Key Difference: Then is generally used to denote next or the time in question. Than is generally used to introduce the second term in a comparative statement.

Two words that often create confusion are then and than. They look and sound similar and therefore, many times we use them interchangeably. The use of one in place of another can turn out to be a blunder. Thus, it is important to determine the differences between these two terms.

Oxford dictionary defines then as

1. At that time; at the time in question:

2. After that; next; afterwards:

3. In that case; therefore:

It can be used as an adverb, an adjective, a noun or an idiom. Let us take some examples in order to understand then.

  1. In 1973, he was awarded by the then President.
  2. He first went to watch a movie, and then went for a walk with friends.
  3. If she recovers in few weeks, then there would be nothing to worry about.

It is also used in a phrase stating ‘there and then’ meaning immediately. For example, ‘she got the visa and she booked her tickets there and then’.

Oxford dictionary defines than as

  1. introducing the second element in a comparison:
  2. used in expressions introducing an exception or a contrast:
  3. used in expressions indicating one thing happening immediately after the another

 Some examples for than are listed below:-

  1. Cheese pizza is better than a simple pizza.
  2. He might take away everything other than his paintings.
  3. I like swimming more than cycling.

The simple rule to apply is that generally for comparisons we use than and for time related context we use then.

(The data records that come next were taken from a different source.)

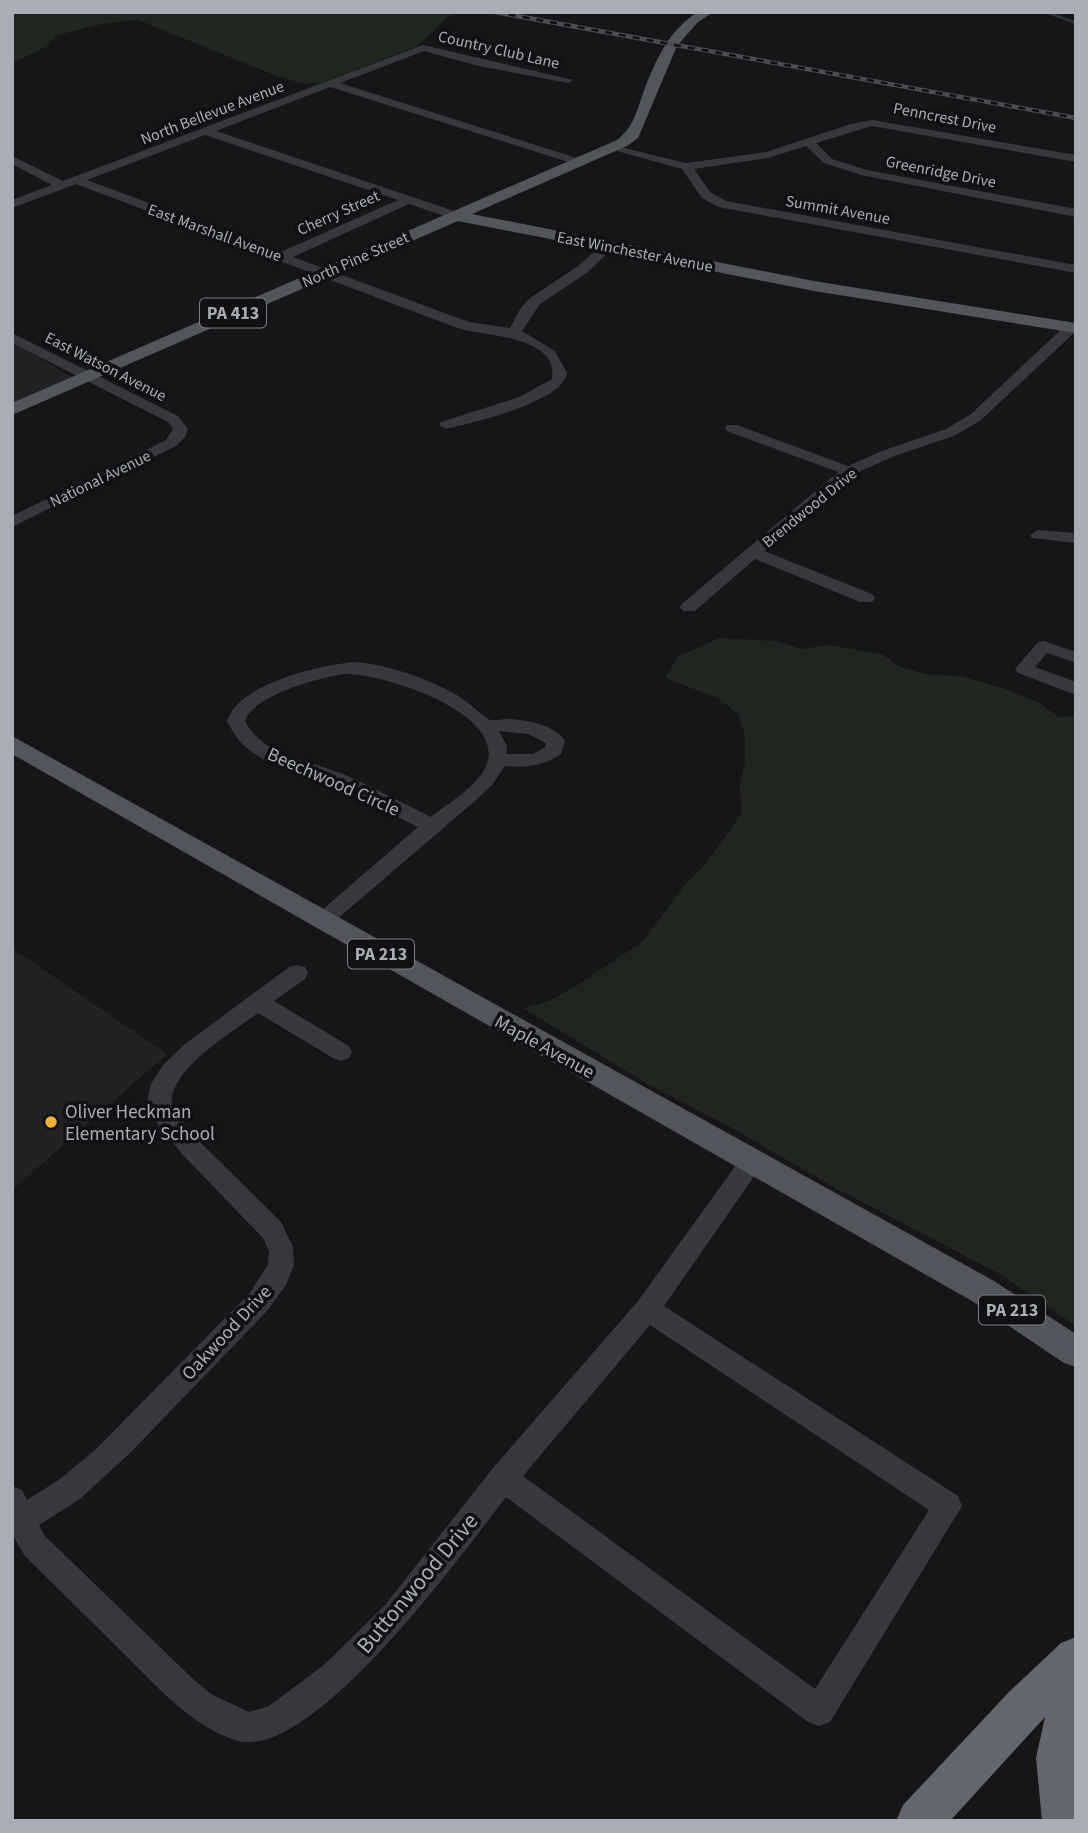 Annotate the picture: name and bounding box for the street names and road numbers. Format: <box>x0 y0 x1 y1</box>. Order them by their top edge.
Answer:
street label: Country Club Lane <box>436 25 562 75</box>
street label: North Bellevue Avenue <box>137 75 287 150</box>
street label: Penncrest Drive <box>891 97 998 139</box>
street label: Greenridge Drive <box>884 151 998 193</box>
street label: Cherry Street <box>294 185 384 241</box>
street label: Summit Avenue <box>784 190 892 230</box>
street label: East Marshall Avenue <box>145 199 285 267</box>
street label: North Pine Street <box>298 226 413 293</box>
street label: East Winchester Avenue <box>555 226 715 278</box>
road number: PA 413 <box>200 298 266 328</box>
street label: East Watson Avenue <box>41 327 170 407</box>
street label: National Avenue <box>46 445 155 513</box>
street label: Brendwood Drive <box>758 463 862 553</box>
street label: Beechwood Circle <box>263 741 404 824</box>
road number: PA 213 <box>348 939 414 968</box>
street label: Maple Avenue <box>489 1009 599 1086</box>
street label: Oakwood Drive <box>176 1279 278 1387</box>
road number: PA 213 <box>979 1296 1045 1324</box>
street label: Buttonwood Drive <box>349 1506 486 1661</box> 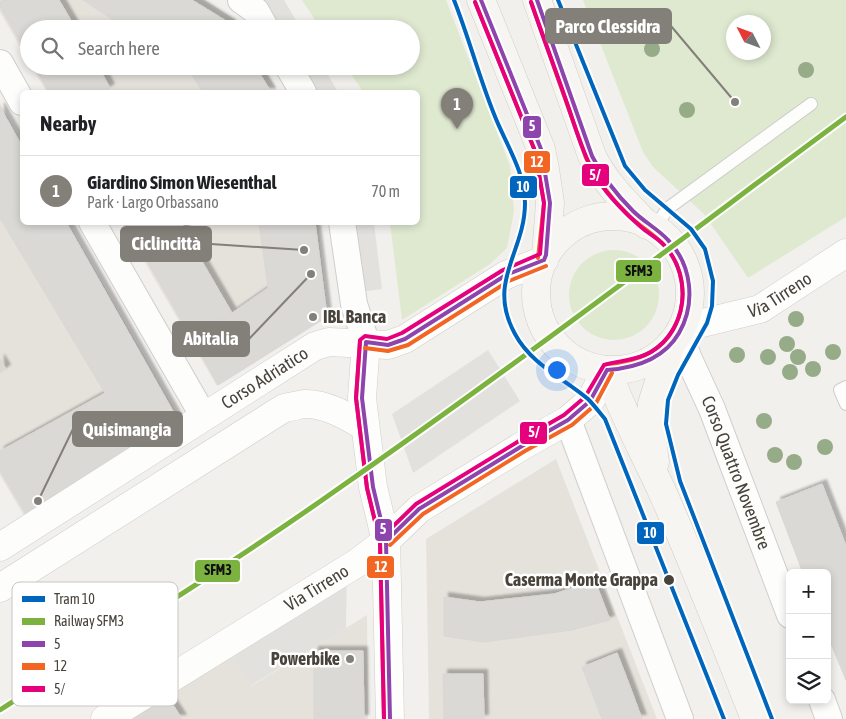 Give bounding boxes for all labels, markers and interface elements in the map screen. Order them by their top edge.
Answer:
callout: Parco Clessidra [546,9,671,43]
text: Parco Clessidra [556,15,661,37]
north arrow [726,15,771,60]
search box [20,20,420,75]
icon: search [38,34,66,62]
text: Search here [78,37,160,59]
pin: 1 [441,88,473,129]
text: Nearby [40,111,96,135]
line badge: 5 [522,115,542,139]
text: 5 [529,118,536,134]
line badge: 12 [523,150,551,174]
text: 12 [530,154,544,170]
line badge: 5/ [581,163,610,187]
text: 5/ [589,167,601,183]
text: Giardino Simon Wiesenthal [87,171,277,193]
line badge: 10 [509,175,538,199]
text: 10 [516,179,530,195]
text: 1 [52,182,60,200]
text: 70 m [371,182,400,200]
text: Park · Largo Orbassano [87,193,219,211]
callout: Ciclincittà [121,227,211,261]
text: Ciclincittà [131,232,201,254]
line badge: SFM3 [615,259,662,283]
text: SFM3 [625,263,653,279]
street label: Via Tirreno [746,267,815,322]
place label: IBL Banca [323,306,386,327]
marker: IBL Banca [307,311,319,323]
callout: Abitalia [173,322,249,356]
text: Abitalia [182,327,239,349]
street label: Corso Adriatico [217,342,312,413]
your location [544,357,570,383]
street label: Corso Quattro Novembre [697,392,775,552]
callout: Quisimangia [73,412,182,446]
text: Quisimangia [83,418,172,440]
line badge: 5/ [519,421,548,445]
text: 5/ [528,424,540,440]
line badge: 5 [374,518,393,542]
text: 5 [380,521,387,537]
line badge: 10 [636,521,665,545]
text: 10 [643,525,657,541]
line badge: 12 [366,555,395,579]
line badge: SFM3 [194,559,241,583]
text: 12 [374,559,388,575]
street label: Via Tirreno [281,560,352,615]
text: SFM3 [204,562,232,578]
place label: Caserma Monte Grappa [505,569,658,590]
map controls [786,569,831,704]
button: + [786,569,831,614]
marker: Caserma Monte Grappa [662,573,676,587]
legend [12,582,178,706]
text: Tram 10 [54,591,95,607]
text: Railway SFM3 [54,613,124,629]
button: − [786,614,831,659]
text: 5 [54,636,61,652]
place label: Powerbike [271,648,340,669]
marker: Powerbike [344,653,356,665]
text: 12 [54,658,67,674]
button: layers [786,659,831,704]
text: 5/ [54,681,66,697] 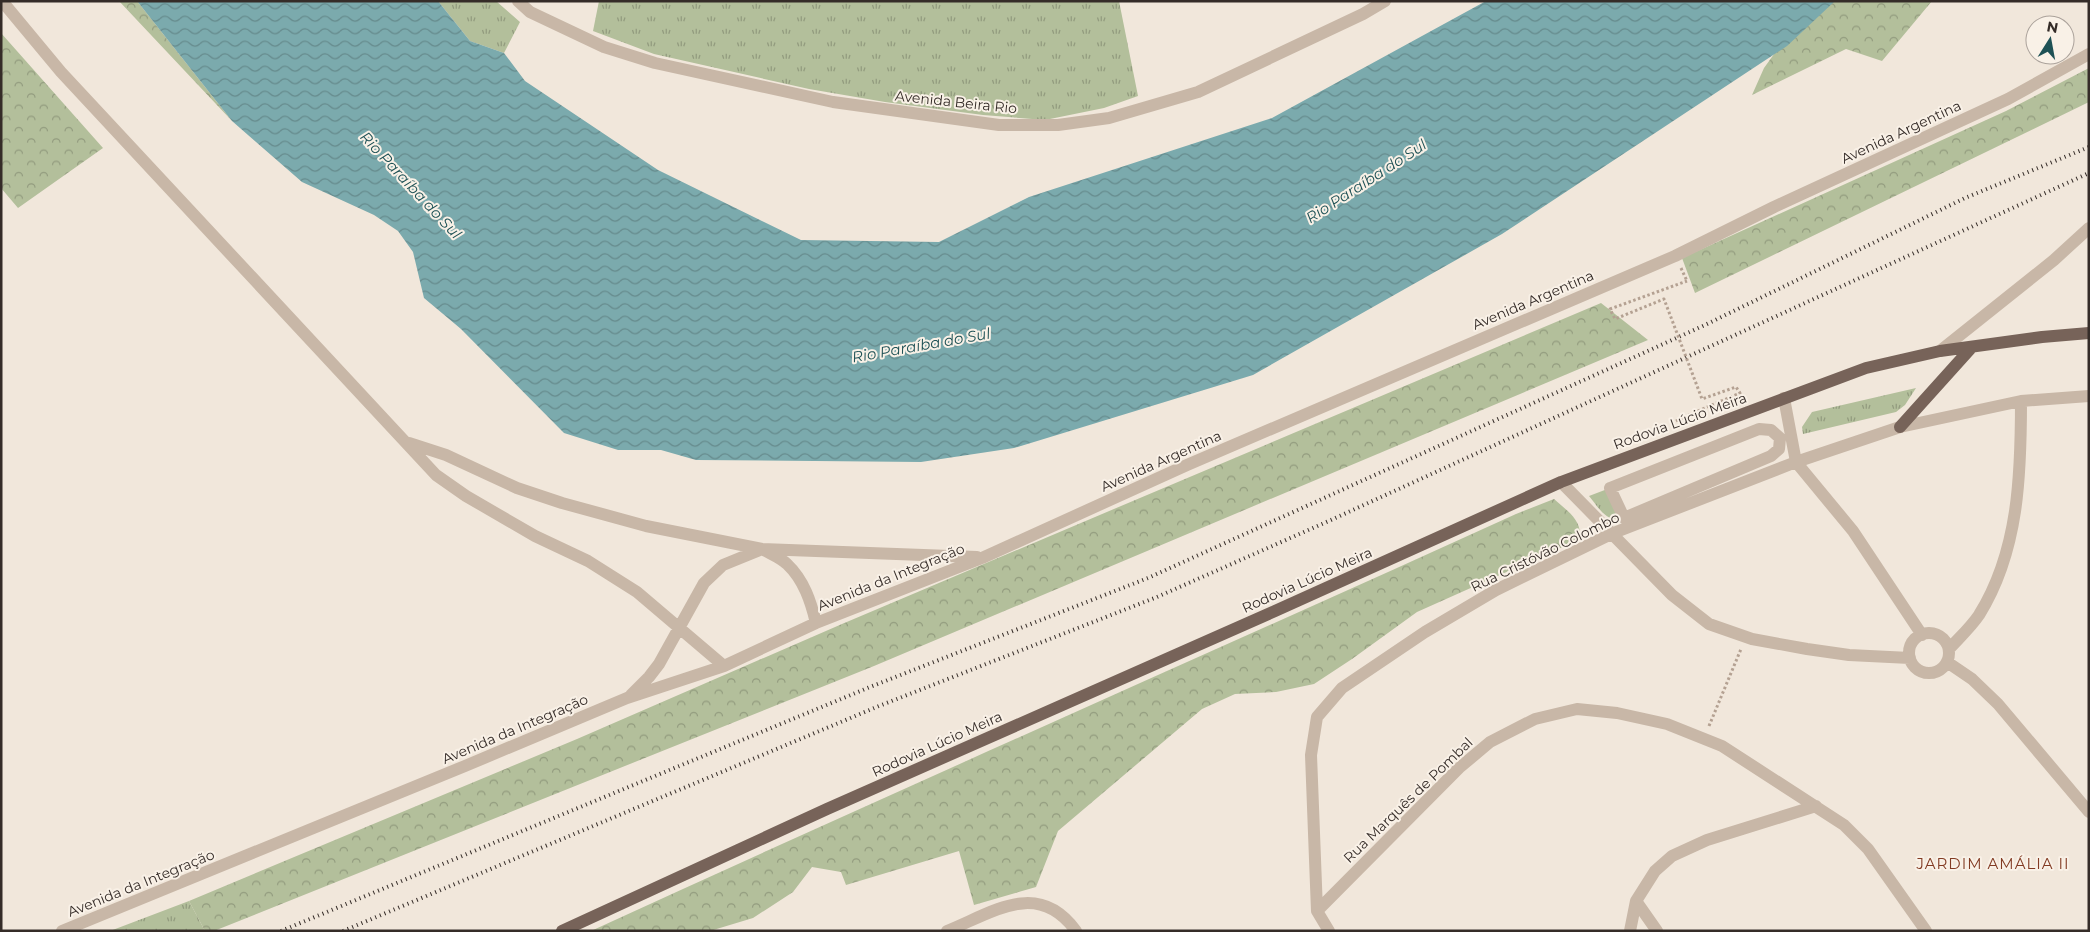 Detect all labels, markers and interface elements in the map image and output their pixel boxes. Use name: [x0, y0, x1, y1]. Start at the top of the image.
north arrow: [2025, 15, 2075, 65]
text: N: [2045, 17, 2060, 37]
street label: Avenida Beira Rio: [894, 87, 1018, 117]
street label: Avenida Argentina: [1838, 96, 1964, 168]
water label: Rio Paraíba do Sul: [356, 127, 466, 243]
water label: Rio Paraíba do Sul: [1302, 135, 1430, 227]
street label: Avenida Argentina: [1469, 266, 1597, 334]
water label: Rio Paraíba do Sul: [850, 323, 992, 367]
street label: Rodovia Lúcio Meira: [1611, 388, 1749, 454]
street label: Avenida Argentina: [1098, 426, 1224, 496]
street label: Rua Cristóvão Colombo: [1468, 508, 1623, 596]
street label: Avenida da Integração: [815, 539, 967, 615]
street label: Rodovia Lúcio Meira: [1239, 543, 1375, 617]
street label: Avenida da Integração: [439, 690, 591, 768]
street label: Rodovia Lúcio Meira: [869, 707, 1005, 781]
street label: Rua Marquês de Pombal: [1340, 733, 1476, 867]
street label: Avenida da Integração: [65, 845, 217, 921]
district label: JARDIM AMÁLIA II: [1915, 854, 2070, 873] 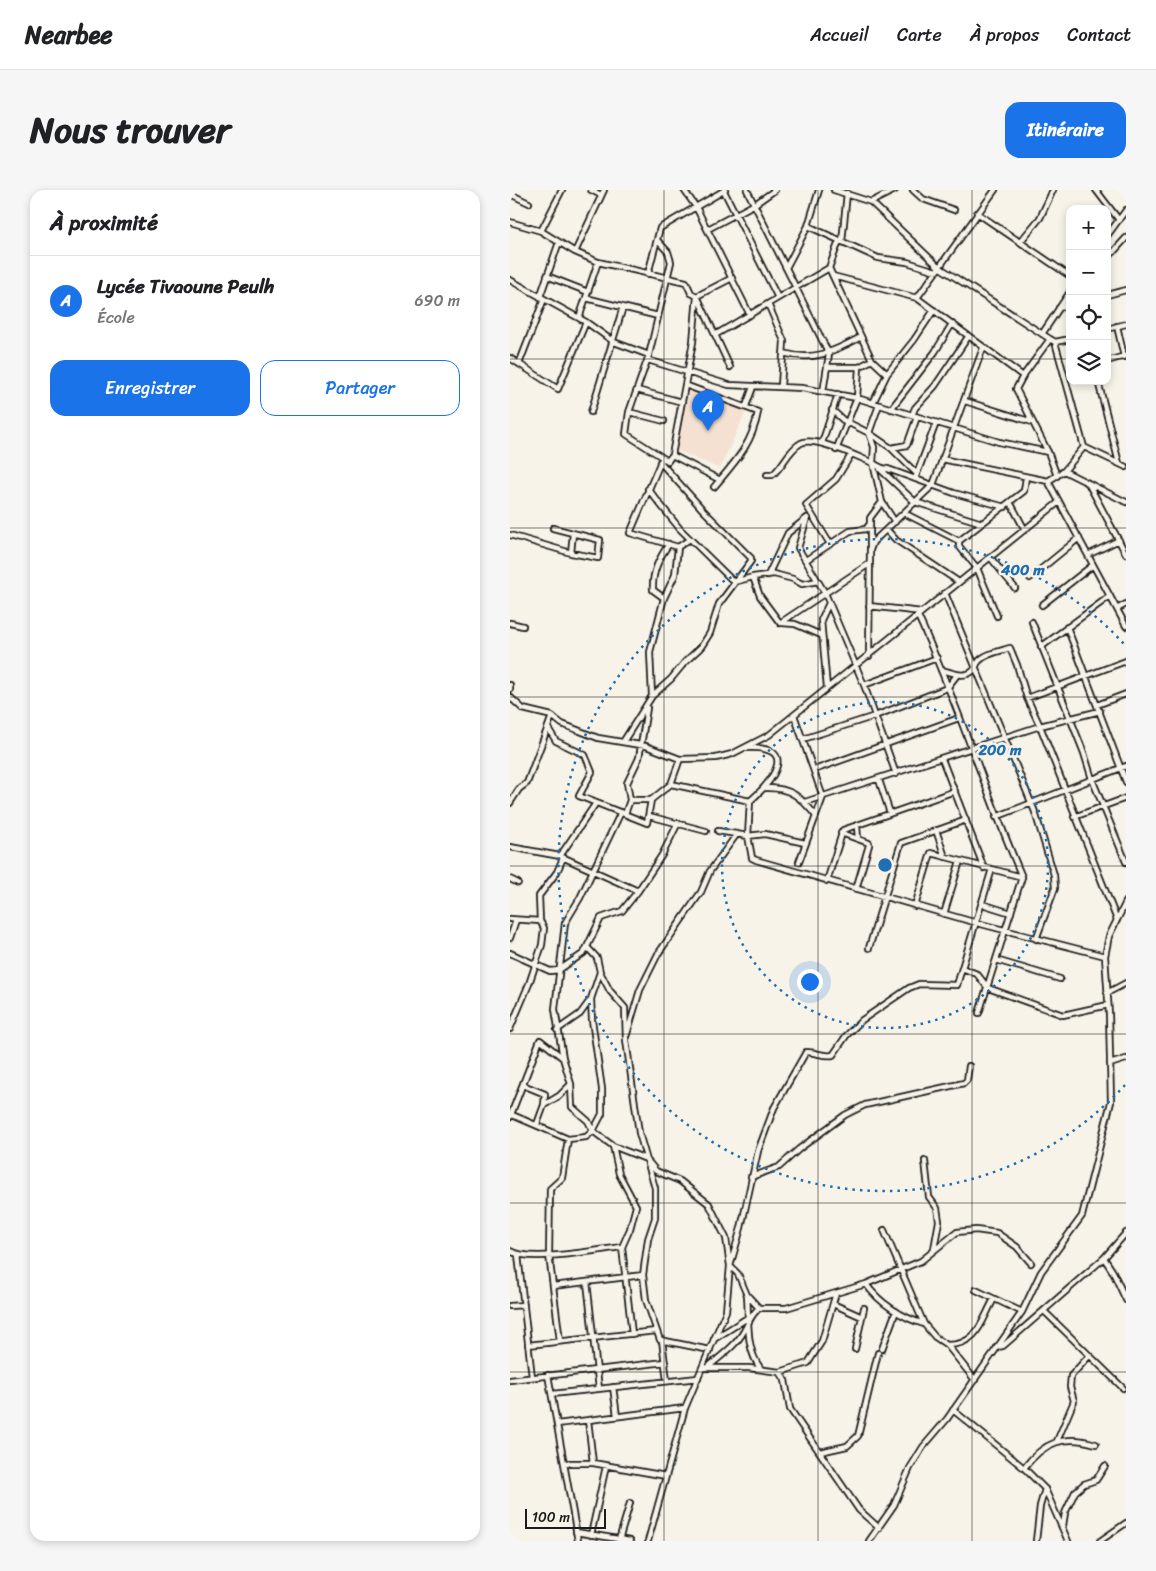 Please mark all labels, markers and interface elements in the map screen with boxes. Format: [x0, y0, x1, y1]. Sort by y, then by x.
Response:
text: Nearbee [25, 14, 113, 56]
text: Accueil [810, 19, 869, 51]
text: Carte [897, 19, 942, 51]
text: À propos [970, 19, 1039, 51]
text: Contact [1067, 19, 1131, 51]
text: Nous trouver [30, 99, 230, 161]
button: Itinéraire [1005, 102, 1126, 158]
text: À proximité [50, 204, 158, 242]
map controls [1066, 205, 1111, 385]
button: + [1066, 205, 1111, 250]
button: − [1066, 250, 1111, 295]
text: Lycée Tivaoune Peulh [97, 270, 274, 303]
text: A [61, 286, 71, 315]
text: 690 m [415, 286, 460, 315]
button: locate [1066, 295, 1111, 340]
text: École [97, 303, 135, 332]
button: layers [1066, 340, 1111, 385]
button: Enregistrer [50, 360, 250, 416]
button: Partager [260, 360, 460, 416]
pin: A [692, 390, 724, 431]
text: 400 m [1000, 557, 1045, 583]
text: 200 m [977, 737, 1022, 763]
centre of rings [876, 856, 894, 874]
your location [797, 969, 823, 995]
text: 100 m [532, 1505, 570, 1530]
scale bar [525, 1506, 606, 1529] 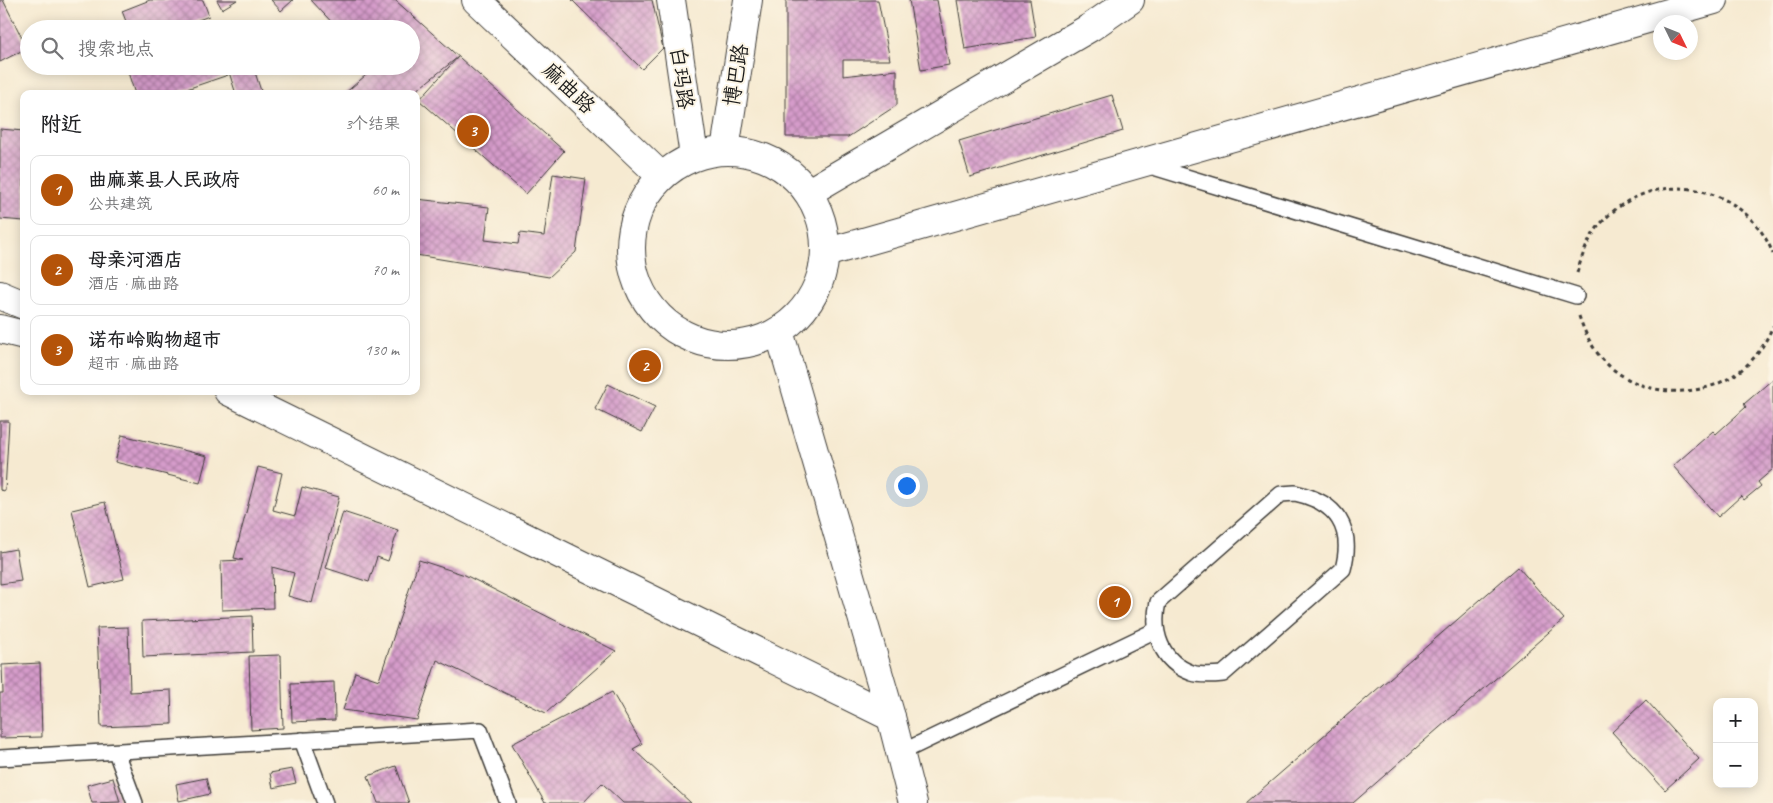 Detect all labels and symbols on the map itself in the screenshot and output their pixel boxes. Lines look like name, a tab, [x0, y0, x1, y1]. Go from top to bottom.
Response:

Her singing is better than her dancing. In this example, the comparison between singing and dancing is made. Therefore, than is used to introduce dancing in the comparison, as the second term. She sang and then danced. In this example, dancing is preceded by singing and therefore, it is describing an order in which two activities/events took place. Therefore, then is suitable to be used in this sentence. It is primarily used as a conjunction or a preposition.

Thus, we can say that both are quite different from each other and thus, should be used with proper care and attention. The difference may be simple than the expected difference, but still you need to remember the definitions of each. If definitions of both are clear, then there is nothing to worry about.